Esa mañana no parecía diferente a las anteriores, todo transcurrió de la misma forma, me levanté a las seis de la mañana, tomé una ducha, me puse unos pantalones cortos, una camiseta y mis botas de montaña; bajé las escaleras y saludé a papá con un beso en el costado de su cabeza, estaba sentado en una silla frente a la mesa del comedor de la cocina leyendo la prensa. Hice café, preparé el desayuno –huevos, tocino y pan tostado– y serví todo en dos platos. Desde que mamá murió, a causa de una afección cardíaca cuando yo tenía ocho años, esa había sido nuestra rutina, con la diferencia de que antes él cocinaba para mí, y en lugar de ir a trabajar, asistía a la escuela. Pero las cosas habían cambiado mucho en los últimos años.

—Gracias, cariño —dijo mi padre con un guiño y luego comenzó a comer.

Papá no lo notó, pero mis ojos se quedaron sobre él por varios minutos, apreciando con nostalgia que se hacía cada vez mayor. Él siempre fue un hombre fuerte, pero cuando cumplió los setenta y cinco años, su cuerpo comenzó a pasarle factura por todo el esfuerzo al que lo había sometido a lo largo de los años. Su cabello, antes negro, se llenó de canas, al igual que su bigote y barba; arrugas profundas marcaron su ceño, debajo de sus ojos grises y en la comisura de sus labios finos. Y ahora, cuando sostenía su taza de café –esa que tenía una rotura en el borde pero que por nada del mundo cambiaría porque fue un regalo de mamá– su mano temblaba.

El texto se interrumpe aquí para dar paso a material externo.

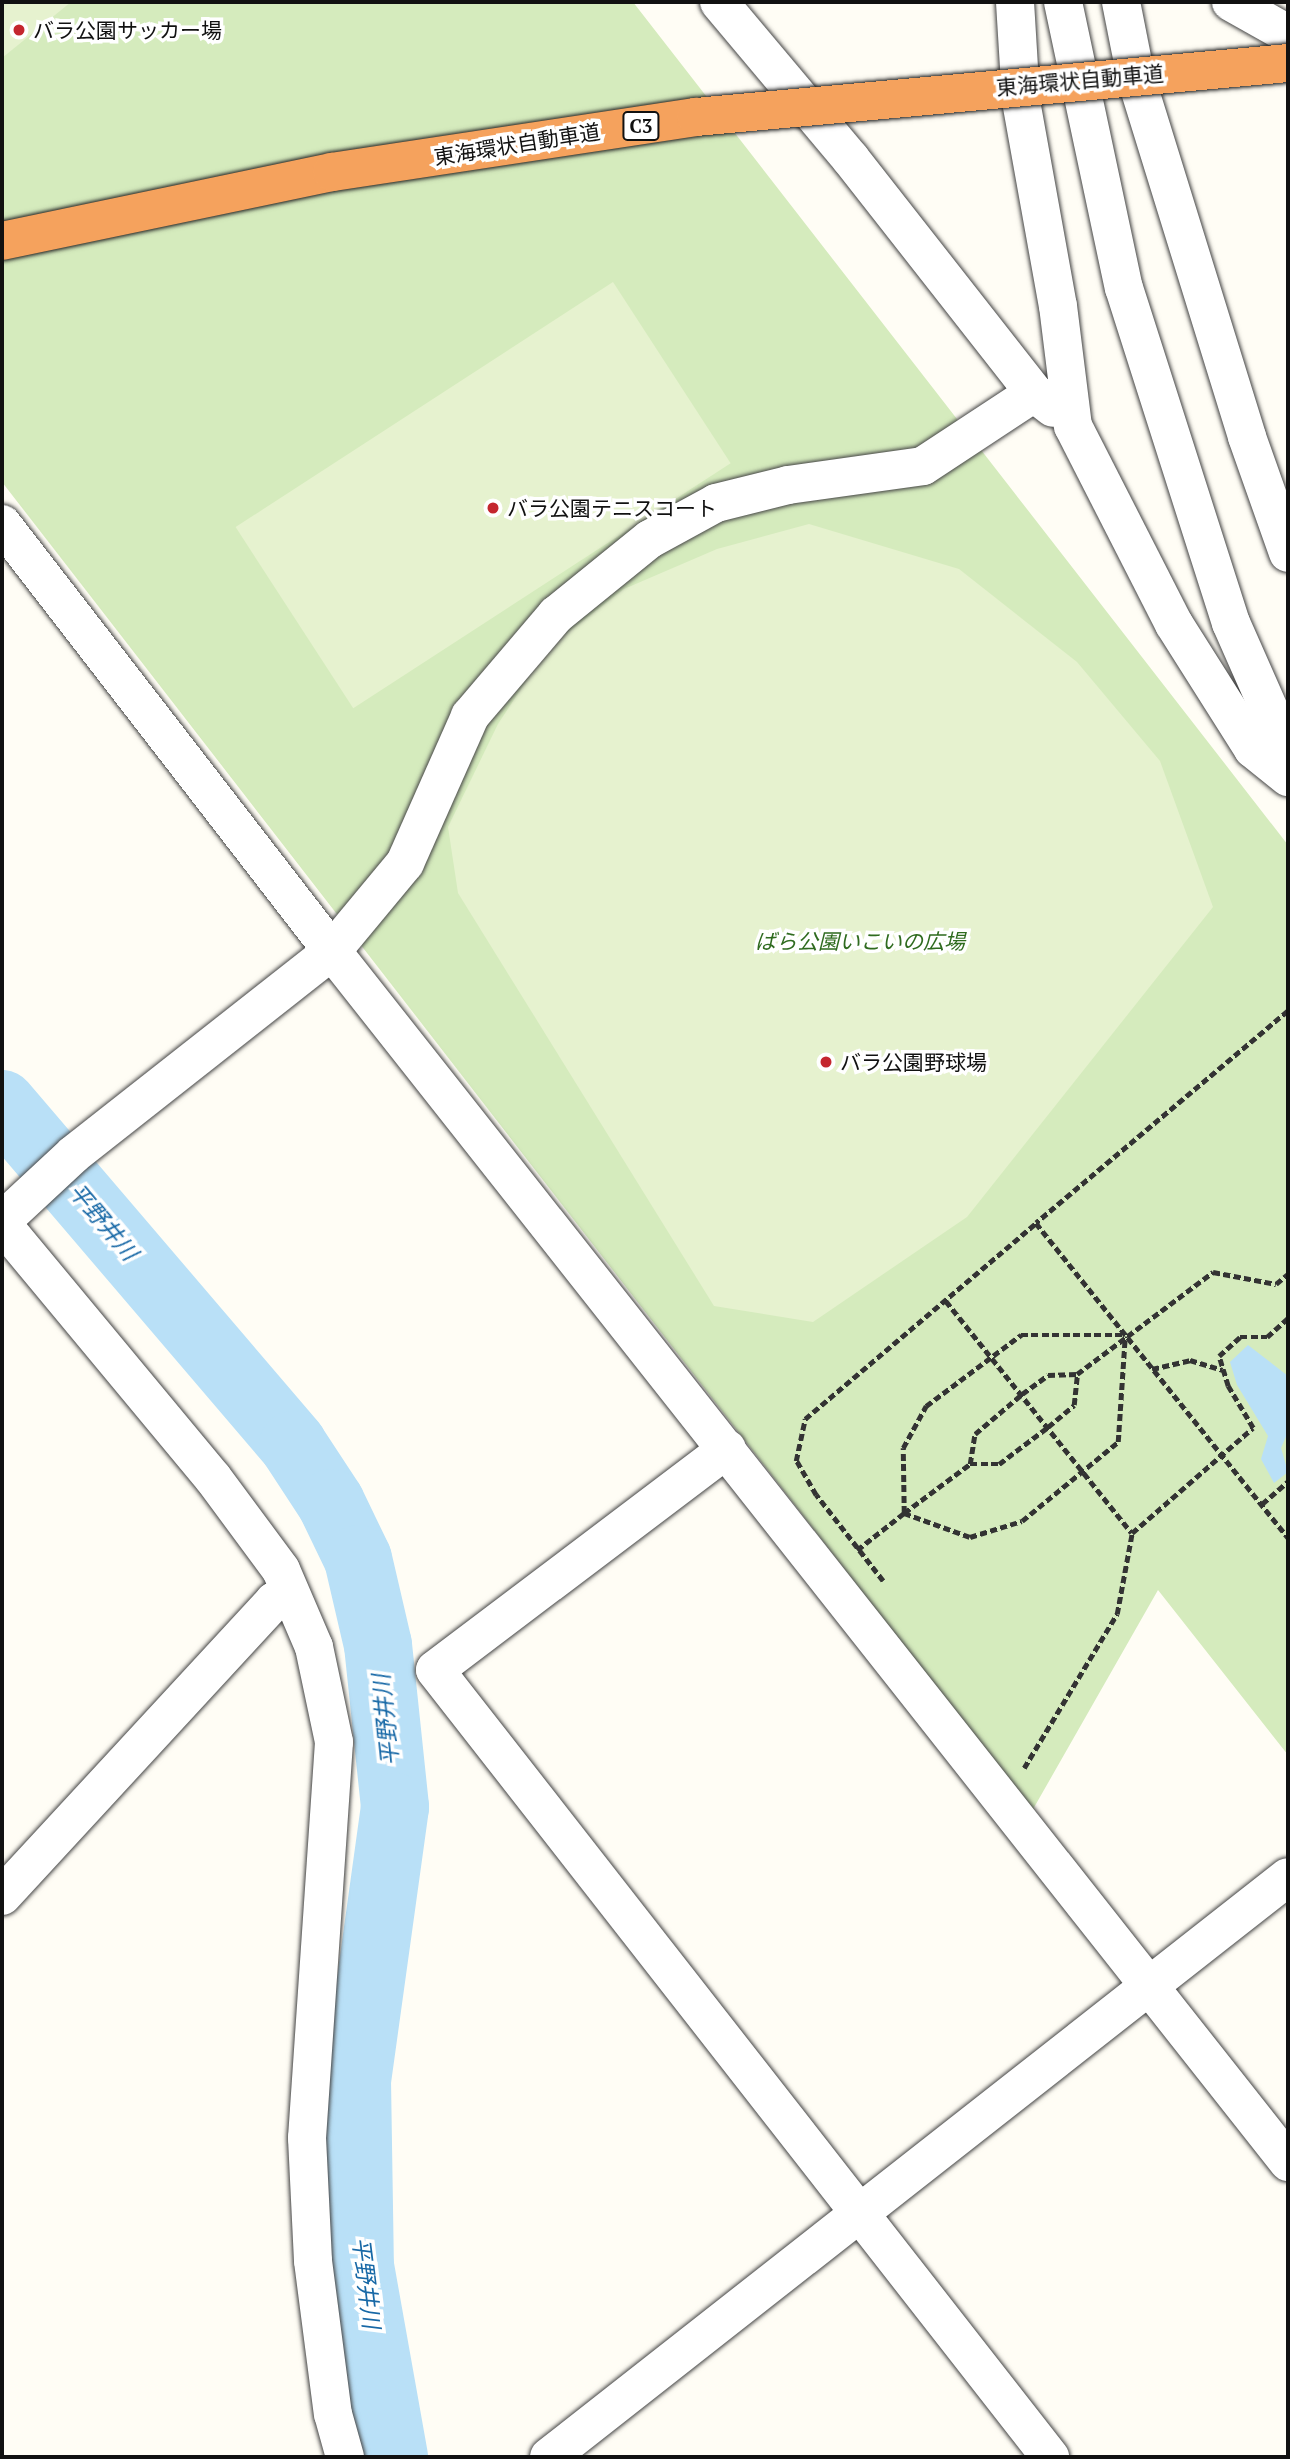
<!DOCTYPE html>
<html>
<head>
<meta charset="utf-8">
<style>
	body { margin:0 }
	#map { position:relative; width:1290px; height:2459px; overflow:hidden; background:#fffdf5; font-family:"PT Serif","Noto Sans JP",serif }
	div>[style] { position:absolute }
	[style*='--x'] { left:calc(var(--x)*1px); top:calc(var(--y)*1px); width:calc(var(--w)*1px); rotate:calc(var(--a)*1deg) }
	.green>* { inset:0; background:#d5ebbd }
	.pitch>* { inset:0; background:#e6f2cf; transform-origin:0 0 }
	.water>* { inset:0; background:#b9e0f7 }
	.river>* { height:68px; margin:-34px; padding:0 34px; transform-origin:34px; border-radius:34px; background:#b9e0f7 }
	.path>* { height:4.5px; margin-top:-2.25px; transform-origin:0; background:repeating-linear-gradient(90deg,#333 0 7px,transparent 0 10.5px) }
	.roads { filter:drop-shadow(0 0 2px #444) drop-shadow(0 0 2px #444) }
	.minor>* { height:38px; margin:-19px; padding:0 19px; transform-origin:19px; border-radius:19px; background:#fff }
	.bridges { filter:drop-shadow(0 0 2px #222) drop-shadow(0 0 2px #222) }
	.highway-bridge>* { height:38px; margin:-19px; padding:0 19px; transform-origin:19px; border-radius:19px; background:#f5a25d }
	.dots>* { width:19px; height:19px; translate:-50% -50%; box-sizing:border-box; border:4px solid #fff; border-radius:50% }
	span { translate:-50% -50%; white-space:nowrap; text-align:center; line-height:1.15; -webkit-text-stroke:7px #fff; paint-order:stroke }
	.shield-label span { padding:2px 5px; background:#fff; border:2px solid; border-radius:5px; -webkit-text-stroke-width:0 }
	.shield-label { font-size:19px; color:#111; font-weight:700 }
	.poi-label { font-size:21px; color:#111 }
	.left { translate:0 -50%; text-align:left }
	.street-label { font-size:21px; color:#111 }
	.park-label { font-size:21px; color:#2f6b1f; font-style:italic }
	.water-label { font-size:23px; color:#1768a6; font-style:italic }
	.frame { position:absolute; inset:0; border:4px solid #111; pointer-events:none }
</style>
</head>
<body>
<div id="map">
	<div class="green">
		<div style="clip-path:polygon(2px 2px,633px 2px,1288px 845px,1288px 1755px,1158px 1590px,1032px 1811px,2px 482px)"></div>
	</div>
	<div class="pitch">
		<div style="clip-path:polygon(2px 2px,71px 2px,2px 58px)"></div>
		<div style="left:613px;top:282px;width:216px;height:450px;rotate:57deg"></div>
		<div style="clip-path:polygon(809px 524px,959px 569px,1077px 662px,1160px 761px,1213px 907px,967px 1217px,813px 1322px,714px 1306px,458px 893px,448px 827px,498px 724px,548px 648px,624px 589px,717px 549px)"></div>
	</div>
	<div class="water">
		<div style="clip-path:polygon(1248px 1345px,1288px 1376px,1288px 1432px,1281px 1448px,1288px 1472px,1274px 1483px,1261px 1459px,1268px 1436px,1237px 1385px,1230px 1362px)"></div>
	</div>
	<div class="river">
		<div style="--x:2;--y:1104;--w:448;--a:49.5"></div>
		<div style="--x:293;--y:1445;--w:69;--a:56.8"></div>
		<div style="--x:331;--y:1503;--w:62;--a:64.3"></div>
		<div style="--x:358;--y:1559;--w:88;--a:76.9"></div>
		<div style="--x:378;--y:1645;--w:163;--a:84"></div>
		<div style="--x:395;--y:1807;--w:276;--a:97.9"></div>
		<div style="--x:357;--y:2080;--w:186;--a:89.1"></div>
		<div style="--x:360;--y:2266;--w:194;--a:79.9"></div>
	</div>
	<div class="path">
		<div style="--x:1288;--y:1011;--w:329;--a:139.9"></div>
		<div style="--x:1036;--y:1223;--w:403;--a:51.3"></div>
		<div style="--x:946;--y:1301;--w:297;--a:51.3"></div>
		<div style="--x:1152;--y:1369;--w:39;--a:-13"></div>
		<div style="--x:1190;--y:1360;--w:34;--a:17"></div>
		<div style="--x:970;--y:1464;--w:29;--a:0"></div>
		<div style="--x:999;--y:1464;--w:61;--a:-37.1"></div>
		<div style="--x:1048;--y:1427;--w:34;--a:-40"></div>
		<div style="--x:1074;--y:1405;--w:31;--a:-84"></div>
		<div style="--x:1262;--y:1504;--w:35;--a:-41"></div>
		<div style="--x:904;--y:1513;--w:82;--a:-36.6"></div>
		<div style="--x:970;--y:1464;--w:30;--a:-81"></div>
		<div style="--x:975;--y:1434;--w:62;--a:-40.4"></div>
		<div style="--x:1022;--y:1394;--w:32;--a:-36"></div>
		<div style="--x:1048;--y:1375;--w:29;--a:-2"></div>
		<div style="--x:1077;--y:1374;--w:170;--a:-36.9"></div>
		<div style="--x:1213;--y:1272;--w:64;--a:10.8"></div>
		<div style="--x:1276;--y:1284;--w:16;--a:-40"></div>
		<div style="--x:904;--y:1513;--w:70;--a:20"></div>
		<div style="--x:970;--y:1537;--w:54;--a:-17.1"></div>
		<div style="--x:1022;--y:1521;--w:124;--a:-39.5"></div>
		<div style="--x:1118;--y:1442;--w:106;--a:-86.2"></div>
		<div style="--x:857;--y:1550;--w:60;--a:-38.2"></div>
		<div style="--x:904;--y:1513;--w:65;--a:-90.9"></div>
		<div style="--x:903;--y:1448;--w:48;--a:-61.3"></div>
		<div style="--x:926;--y:1406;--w:119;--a:-36.8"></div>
		<div style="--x:1021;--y:1335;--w:103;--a:0"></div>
		<div style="--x:883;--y:1581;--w:109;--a:-127.9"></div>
		<div style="--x:816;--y:1495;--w:39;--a:-120"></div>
		<div style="--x:796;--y:1461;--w:43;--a:-77.9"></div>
		<div style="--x:805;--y:1419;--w:303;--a:-40.3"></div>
		<div style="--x:1024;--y:1768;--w:180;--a:-58.9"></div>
		<div style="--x:1117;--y:1614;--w:82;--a:-79.5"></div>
		<div style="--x:1132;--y:1533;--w:160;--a:-41"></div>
		<div style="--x:1253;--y:1428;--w:49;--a:-120.8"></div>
		<div style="--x:1228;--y:1386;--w:31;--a:-107"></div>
		<div style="--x:1219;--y:1356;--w:28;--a:-42"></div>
		<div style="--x:1240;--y:1337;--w:27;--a:0"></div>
		<div style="--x:1267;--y:1337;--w:28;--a:-42"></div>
	</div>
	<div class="roads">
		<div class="minor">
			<div style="--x:719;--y:2;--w:204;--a:50"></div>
			<div style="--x:850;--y:158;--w:298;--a:51.9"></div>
			<div style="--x:1034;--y:393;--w:24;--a:38"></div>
			<div style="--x:1015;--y:2;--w:99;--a:86.5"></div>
			<div style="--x:1021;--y:101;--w:208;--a:79.8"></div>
			<div style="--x:1058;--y:306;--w:121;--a:82.9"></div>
			<div style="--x:1073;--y:426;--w:222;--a:63"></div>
			<div style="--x:1174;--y:624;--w:148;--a:57.7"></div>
			<div style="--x:1253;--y:749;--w:45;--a:38.7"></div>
			<div style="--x:1063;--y:2;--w:292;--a:78"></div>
			<div style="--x:1124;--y:288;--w:352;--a:72.3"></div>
			<div style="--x:1231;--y:623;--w:141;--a:66.2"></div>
			<div style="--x:1121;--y:2;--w:77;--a:78.8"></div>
			<div style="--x:1136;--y:78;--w:376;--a:72.8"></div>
			<div style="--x:1247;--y:437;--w:123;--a:70.5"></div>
			<div style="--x:1231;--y:2;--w:65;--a:29.3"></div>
			<div style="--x:2;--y:524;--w:540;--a:52.3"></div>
			<div style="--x:332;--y:951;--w:1543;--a:51.71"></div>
			<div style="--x:2;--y:1221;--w:98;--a:-42.9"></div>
			<div style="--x:74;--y:1154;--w:328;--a:-38.2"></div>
			<div style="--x:332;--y:951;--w:114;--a:-50.3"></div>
			<div style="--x:405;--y:863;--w:161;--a:-66.1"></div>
			<div style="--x:470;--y:716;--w:133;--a:-49.6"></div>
			<div style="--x:556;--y:615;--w:121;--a:-39"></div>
			<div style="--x:650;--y:539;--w:75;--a:-28.6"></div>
			<div style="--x:716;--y:503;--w:74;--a:-14"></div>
			<div style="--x:788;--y:485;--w:136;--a:-8"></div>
			<div style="--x:923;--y:466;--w:133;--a:-33.3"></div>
			<div style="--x:2;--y:1224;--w:330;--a:50.3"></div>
			<div style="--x:213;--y:1478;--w:114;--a:53.5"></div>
			<div style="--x:281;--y:1570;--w:84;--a:66.8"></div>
			<div style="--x:314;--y:1647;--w:97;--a:78.1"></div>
			<div style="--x:334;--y:1742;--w:397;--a:93.9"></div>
			<div style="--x:307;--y:2138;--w:123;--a:87.2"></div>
			<div style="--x:313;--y:2261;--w:154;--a:82.6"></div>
			<div style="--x:333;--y:2414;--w:45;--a:74.4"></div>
			<div style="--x:727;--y:1449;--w:366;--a:142.9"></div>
			<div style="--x:435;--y:1670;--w:999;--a:51.99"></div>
			<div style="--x:2;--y:1896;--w:401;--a:-47.3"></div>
			<div style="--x:274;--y:1601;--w:18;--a:-29"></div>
			<div style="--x:549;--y:2457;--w:939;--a:-38.13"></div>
		</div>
	</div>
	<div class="bridges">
		<div class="highway-bridge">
			<div style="--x:2;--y:241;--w:337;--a:-11.8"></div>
			<div style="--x:332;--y:172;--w:368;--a:-8.6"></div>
			<div style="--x:696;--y:117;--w:594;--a:-5.21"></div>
		</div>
	</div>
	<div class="dots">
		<div style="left:19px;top:30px;background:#c4262e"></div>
		<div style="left:493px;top:508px;background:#c4262e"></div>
		<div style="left:826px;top:1062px;background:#c4262e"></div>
	</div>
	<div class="shield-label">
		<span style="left:641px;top:126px">C3</span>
	</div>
	<div class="poi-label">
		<span class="left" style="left:33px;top:30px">バラ公園サッカー場</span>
		<span class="left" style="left:507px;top:508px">バラ公園テニスコート</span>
		<span class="left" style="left:840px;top:1062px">バラ公園野球場</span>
	</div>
	<div class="street-label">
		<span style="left:1080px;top:80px;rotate:-5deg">東海環状自動車道</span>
		<span style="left:517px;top:144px;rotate:-9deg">東海環状自動車道</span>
	</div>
	<div class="park-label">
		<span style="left:860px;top:941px">ばら公園いこいの広場</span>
	</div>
	<div class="water-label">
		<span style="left:103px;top:1222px;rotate:50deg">平野井川</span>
		<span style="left:386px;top:1720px;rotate:-96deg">平野井川</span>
		<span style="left:366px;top:2283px;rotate:83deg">平野井川</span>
	</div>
	<div class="frame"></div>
</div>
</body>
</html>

—Estaba pensando en contratar a un nuevo mecánico. ¿Qué opinas? —pregunté para que se siguiera sintiendo parte del taller que levantó con esmero, pero que tuvo que dejar un año atrás a causa de artritis degenerativa que afectó severamente sus manos.

—Suerte con eso —dijo entre risas.

—Sí, sí, sé que nadie estará a tu nivel, pero necesito un poco de ayuda.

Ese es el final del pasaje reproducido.